Yama (ha If you read my posts carefully, you will see I have been talking about the MOST PROBABLE or HIGH PERCENTAGE outcomes. Yes you gave me all things to consider, but like I said, in my view only MOST LIKELY occurrences matter. As for the bet of $210, personally I think it is an ESSENTIALLY wrong bet so will not try to discover any imbeded merits of it.
Oh just one thing: I think it might be good to mention that in my local casino's BJ tournament here in Australia, players are only allowed to double on 9, 10 and 11. Of course we have fewer chances for doubling, however I still hold on to my own principle of betting: always consider a SINGLE bet win/loss ahead of anything else, which is most probable.
This discussion is getting nowhere because there is a basic lack of agreement of the definition of "optimal". The dictionary defines "optimum" ("optimal" is the plural of "optimum") as "best or most favorable". This is the principal used by mathematicians to calculate probabilities. Those probabilities are normally a combination of all possible occurrences which result in a course of action that will give, over time, the "best" probability of winning. garygo is defining "optimal" differently: garygo's definition of "optimal" differs from the dictionary and how the word is used in every day use. Of course, if one defines any word in one's own way and to suite one's own needs then that person will be led astray although that person will feel right in his/her own mind. The bottom line is that an optimal bet is indeed a combination of all possible outcomes. Just using the "most probable outcomes" ignores the outcomes that occur infrequently but enough times to change the odds possibly significantly. For example, a casino would love one to play live Blackjack if one would always assume the dealer has a 10 in the hole - the "most probable outcome". That would give the casino a huge advantage - maybe 5%, 10%, or even 15% because a player would be hitting a hard 17 against the dealer up card of 8 because, of course, the dealer has 18. In the scenario at hand, a $20 bet is a "good" bet if one's mind turns to mush or time prevents a more careful analysis. However, $20 is not the "optimal" or "best" bet because some other bet amounts result in a greater probability of winning.
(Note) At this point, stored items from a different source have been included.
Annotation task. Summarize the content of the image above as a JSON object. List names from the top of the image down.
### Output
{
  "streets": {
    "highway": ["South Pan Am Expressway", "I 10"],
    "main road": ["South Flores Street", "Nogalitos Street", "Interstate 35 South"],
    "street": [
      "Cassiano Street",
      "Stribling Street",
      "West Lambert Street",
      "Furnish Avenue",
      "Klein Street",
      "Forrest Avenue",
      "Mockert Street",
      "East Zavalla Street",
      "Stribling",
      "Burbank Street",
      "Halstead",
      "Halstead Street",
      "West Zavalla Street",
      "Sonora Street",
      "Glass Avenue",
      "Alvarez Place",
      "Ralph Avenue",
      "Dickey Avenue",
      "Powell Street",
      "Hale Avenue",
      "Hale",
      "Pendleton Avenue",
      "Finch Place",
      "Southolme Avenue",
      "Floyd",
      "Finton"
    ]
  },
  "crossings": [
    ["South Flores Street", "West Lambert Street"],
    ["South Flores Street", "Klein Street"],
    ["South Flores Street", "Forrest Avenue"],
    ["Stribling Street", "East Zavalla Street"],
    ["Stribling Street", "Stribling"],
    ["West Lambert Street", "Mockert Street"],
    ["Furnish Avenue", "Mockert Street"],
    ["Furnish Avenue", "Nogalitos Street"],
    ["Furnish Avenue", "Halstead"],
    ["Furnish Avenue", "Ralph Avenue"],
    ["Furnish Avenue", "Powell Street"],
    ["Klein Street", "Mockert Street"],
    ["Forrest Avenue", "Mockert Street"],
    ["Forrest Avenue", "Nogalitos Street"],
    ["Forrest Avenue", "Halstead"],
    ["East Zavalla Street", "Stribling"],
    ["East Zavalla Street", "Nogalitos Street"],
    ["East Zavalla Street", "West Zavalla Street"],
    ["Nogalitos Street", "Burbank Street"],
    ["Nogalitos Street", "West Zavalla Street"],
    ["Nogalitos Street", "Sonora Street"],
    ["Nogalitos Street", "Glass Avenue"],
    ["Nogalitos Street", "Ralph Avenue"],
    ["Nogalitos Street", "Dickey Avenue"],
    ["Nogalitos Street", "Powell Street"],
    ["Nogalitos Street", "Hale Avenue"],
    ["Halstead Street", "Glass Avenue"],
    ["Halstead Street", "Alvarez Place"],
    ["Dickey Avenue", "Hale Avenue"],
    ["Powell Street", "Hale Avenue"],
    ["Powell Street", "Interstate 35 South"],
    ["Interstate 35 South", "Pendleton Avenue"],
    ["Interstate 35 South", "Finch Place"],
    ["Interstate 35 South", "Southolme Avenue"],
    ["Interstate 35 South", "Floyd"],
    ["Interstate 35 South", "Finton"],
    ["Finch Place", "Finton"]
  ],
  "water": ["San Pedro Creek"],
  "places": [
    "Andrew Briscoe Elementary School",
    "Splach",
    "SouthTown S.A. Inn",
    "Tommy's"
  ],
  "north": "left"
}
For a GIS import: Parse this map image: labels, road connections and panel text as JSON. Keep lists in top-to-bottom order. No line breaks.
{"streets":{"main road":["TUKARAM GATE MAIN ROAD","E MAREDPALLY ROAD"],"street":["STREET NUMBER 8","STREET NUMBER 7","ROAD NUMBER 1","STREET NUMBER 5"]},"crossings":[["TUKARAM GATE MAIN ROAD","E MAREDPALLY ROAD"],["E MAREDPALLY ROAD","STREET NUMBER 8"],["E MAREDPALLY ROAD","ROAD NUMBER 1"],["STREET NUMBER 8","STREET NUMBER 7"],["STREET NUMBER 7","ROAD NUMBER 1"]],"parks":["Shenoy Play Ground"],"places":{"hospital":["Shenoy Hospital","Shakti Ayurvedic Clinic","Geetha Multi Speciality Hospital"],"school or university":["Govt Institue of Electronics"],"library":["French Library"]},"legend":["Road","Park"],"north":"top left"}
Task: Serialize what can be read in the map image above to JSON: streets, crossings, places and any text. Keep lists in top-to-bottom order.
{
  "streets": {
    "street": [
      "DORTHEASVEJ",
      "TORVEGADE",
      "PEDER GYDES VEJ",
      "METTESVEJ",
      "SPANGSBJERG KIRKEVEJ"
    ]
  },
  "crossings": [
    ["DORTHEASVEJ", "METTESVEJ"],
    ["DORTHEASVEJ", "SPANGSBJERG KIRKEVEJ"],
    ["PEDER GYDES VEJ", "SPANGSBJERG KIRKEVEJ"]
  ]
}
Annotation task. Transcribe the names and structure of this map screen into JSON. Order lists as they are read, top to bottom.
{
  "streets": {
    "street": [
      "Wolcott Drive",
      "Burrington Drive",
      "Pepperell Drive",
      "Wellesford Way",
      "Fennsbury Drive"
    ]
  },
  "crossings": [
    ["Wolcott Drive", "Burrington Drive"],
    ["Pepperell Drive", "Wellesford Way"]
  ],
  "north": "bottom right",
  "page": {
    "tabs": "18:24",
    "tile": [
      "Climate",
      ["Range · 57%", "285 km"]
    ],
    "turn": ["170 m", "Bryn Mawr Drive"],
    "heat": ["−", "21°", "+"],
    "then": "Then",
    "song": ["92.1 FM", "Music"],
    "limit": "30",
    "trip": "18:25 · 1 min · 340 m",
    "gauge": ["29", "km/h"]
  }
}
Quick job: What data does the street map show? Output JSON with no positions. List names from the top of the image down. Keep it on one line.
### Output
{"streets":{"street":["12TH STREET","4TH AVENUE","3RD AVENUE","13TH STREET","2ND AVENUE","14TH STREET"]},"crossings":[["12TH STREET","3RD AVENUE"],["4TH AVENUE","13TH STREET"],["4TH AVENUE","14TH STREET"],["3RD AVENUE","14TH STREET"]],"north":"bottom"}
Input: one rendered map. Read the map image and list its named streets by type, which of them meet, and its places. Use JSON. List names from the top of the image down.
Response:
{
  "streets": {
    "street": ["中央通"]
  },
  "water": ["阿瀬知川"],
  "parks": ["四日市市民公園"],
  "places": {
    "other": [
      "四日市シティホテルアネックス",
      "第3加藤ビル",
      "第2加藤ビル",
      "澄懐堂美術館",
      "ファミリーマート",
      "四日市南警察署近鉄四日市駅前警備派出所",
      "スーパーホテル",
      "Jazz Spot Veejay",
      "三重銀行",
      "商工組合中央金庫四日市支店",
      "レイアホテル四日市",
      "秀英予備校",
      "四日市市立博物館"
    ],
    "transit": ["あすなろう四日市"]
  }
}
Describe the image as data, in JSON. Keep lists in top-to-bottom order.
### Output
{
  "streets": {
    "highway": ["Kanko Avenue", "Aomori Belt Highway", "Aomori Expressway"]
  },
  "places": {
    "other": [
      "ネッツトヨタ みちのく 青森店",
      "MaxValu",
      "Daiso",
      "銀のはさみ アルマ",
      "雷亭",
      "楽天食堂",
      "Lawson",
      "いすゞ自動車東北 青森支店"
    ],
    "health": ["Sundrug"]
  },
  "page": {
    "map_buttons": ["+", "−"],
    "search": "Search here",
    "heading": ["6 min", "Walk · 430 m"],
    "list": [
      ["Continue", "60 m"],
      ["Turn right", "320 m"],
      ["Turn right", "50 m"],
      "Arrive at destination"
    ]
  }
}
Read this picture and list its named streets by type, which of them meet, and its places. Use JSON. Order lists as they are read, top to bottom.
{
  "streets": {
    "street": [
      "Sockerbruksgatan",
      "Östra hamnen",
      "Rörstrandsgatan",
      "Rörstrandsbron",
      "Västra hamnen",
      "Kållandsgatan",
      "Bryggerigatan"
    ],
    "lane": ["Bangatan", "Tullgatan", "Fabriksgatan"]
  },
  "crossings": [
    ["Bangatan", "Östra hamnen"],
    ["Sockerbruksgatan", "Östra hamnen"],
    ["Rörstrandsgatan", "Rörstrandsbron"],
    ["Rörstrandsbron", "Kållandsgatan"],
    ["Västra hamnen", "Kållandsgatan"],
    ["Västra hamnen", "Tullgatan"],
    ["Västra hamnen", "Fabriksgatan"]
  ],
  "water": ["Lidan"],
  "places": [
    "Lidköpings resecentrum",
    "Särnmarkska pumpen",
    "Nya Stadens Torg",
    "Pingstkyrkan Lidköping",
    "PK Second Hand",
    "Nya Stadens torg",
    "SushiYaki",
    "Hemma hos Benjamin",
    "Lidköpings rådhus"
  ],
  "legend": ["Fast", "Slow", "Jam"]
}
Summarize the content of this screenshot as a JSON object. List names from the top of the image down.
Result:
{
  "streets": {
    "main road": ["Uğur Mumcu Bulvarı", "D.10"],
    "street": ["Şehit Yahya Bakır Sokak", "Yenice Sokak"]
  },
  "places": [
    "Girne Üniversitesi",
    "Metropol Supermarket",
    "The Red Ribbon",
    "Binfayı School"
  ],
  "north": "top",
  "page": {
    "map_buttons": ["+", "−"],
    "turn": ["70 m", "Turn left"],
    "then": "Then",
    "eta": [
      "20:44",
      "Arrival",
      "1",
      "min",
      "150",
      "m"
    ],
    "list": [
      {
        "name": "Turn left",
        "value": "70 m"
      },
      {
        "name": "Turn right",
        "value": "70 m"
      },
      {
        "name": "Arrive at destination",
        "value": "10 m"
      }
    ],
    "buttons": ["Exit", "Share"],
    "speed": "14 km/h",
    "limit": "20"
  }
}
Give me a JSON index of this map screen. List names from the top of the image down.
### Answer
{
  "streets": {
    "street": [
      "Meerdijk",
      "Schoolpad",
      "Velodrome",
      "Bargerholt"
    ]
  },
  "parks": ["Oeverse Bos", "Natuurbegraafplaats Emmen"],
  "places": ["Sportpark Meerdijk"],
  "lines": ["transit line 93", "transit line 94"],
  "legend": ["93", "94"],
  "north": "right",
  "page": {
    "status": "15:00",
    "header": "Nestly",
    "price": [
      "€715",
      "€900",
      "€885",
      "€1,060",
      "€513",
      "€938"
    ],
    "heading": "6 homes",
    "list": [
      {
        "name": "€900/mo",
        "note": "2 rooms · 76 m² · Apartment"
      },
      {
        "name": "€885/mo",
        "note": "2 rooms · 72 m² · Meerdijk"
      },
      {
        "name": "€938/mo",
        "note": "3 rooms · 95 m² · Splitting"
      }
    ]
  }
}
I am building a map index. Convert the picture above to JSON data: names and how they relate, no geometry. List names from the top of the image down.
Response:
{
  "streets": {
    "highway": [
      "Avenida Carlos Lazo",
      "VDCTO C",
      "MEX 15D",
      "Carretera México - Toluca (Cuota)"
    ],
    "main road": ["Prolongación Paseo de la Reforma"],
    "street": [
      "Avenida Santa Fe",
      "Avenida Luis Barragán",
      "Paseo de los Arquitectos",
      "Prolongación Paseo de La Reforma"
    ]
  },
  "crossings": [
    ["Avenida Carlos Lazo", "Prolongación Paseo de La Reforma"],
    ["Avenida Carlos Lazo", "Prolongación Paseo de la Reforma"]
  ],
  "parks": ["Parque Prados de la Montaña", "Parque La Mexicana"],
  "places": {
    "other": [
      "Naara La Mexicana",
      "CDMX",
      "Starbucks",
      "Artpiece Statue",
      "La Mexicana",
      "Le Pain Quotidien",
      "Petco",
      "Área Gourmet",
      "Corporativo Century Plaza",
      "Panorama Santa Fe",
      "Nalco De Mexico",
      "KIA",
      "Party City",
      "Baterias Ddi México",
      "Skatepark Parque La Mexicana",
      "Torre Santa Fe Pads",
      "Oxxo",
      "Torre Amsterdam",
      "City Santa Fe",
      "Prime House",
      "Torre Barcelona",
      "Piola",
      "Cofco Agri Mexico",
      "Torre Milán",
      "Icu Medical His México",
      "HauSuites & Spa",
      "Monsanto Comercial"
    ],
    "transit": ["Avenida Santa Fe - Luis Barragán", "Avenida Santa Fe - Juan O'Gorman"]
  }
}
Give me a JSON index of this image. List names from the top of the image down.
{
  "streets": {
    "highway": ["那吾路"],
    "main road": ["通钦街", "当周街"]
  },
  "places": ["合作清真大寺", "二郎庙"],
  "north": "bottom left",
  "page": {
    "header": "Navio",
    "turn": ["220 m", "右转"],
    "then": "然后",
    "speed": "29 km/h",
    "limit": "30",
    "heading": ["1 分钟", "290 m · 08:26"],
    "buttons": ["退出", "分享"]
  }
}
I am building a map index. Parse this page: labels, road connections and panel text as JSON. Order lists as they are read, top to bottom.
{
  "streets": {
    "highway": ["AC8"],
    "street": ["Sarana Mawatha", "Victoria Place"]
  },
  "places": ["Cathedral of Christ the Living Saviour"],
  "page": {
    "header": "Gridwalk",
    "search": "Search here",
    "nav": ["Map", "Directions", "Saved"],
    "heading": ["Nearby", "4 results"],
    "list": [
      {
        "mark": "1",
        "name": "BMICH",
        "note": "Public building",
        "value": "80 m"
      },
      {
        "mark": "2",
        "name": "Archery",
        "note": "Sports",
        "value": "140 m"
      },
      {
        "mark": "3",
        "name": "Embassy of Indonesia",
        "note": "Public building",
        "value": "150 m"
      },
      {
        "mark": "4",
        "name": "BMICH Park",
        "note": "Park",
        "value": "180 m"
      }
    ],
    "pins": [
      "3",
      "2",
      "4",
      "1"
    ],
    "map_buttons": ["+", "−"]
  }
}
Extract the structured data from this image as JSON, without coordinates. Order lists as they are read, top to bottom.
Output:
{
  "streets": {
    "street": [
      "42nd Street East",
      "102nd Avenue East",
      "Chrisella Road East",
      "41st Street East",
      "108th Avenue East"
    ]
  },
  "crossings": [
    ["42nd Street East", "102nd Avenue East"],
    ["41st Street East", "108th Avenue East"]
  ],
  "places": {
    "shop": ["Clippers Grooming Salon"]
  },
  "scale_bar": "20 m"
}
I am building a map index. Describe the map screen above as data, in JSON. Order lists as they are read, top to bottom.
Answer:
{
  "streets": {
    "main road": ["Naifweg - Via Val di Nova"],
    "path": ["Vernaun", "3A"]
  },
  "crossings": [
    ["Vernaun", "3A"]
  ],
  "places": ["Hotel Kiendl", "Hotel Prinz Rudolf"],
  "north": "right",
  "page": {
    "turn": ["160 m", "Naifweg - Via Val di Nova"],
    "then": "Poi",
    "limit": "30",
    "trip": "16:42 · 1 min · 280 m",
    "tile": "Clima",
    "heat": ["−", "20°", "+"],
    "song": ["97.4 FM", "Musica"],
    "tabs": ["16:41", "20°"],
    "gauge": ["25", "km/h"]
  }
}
Live Blackjack and Tournament Blackjack are all about the math - OK, and a very little reading of opponents in Tournament play. It's really that simple!
Thanks for your contribution toolman1. I am afraid optimal is an adjective, not a noun. Optima is the plural of optimum. I don't see any discrepancy between my understanding of optimal and the dictionary's definition. All I've been talking about is "highest percentage play / most probable outcomes", which is in essence identical to "best or most favorable" and "best probability of winning" that you mentioned above. What is the difference? I am sorry but this is not true. When there is a distinctly high probability that occurs to you, at the blackjack tournament table you don't have to go through all other possibilities like a computer. And guess what? Even if you do go through the combination of all possible outcomes, you will probably arrive at the same conclusion: the most probable outcomes. Most probable outcome is no doubt the golden rule. Let me give you a simple example: say you are BR1 with $650 and BR2 has $600. BR2 bets ahead of you and places $300. What should you bet? Obviously it is wise to simply match his bet by betting $345 to have both the high and the low. But BR2 can double or split to reach $1200, or he can get a blackjack and reach $1050. Should you bet $405-$555 to cover those possibilities? Of course not. If you do, you will sacrifice the pure low! This is a textbook example to show what MOST PROBABLE OUTCOMES VS ALL POSSIBILITIES is. I am afraid it renders invalid this claim of yours: "Just using the "most probable outcomes" ignores the outcomes that occur infrequently but enough times to change the odds possibly significantly." In this case, BR2's blackjack, double and split win are all "outcomes that occur infrequently", however, our wise choice is simply ignore them and go for the "most probable outcome", that is the SINGLE bet win/loss (remember my priority betting principle?) This type of examples are everywhere - even in Ken's ebook "How to win more blackjack tournaments", which I am going to comment on in the coming week. It seems that your mind turns to mush here by suggesting other bet amounts have a greater winning probability. Let's use example for this debate. In this situation if you place $420, your only hope of advancing is you win! And as I said, this bet is not even a pure high, as BR2 can get a blackjack to lock you out. And you are exposed to BR3's pure low. With a bet of $20, you secure a pure low against BR2, and a lock against BR3. Which bet amount has a greater probability of winning?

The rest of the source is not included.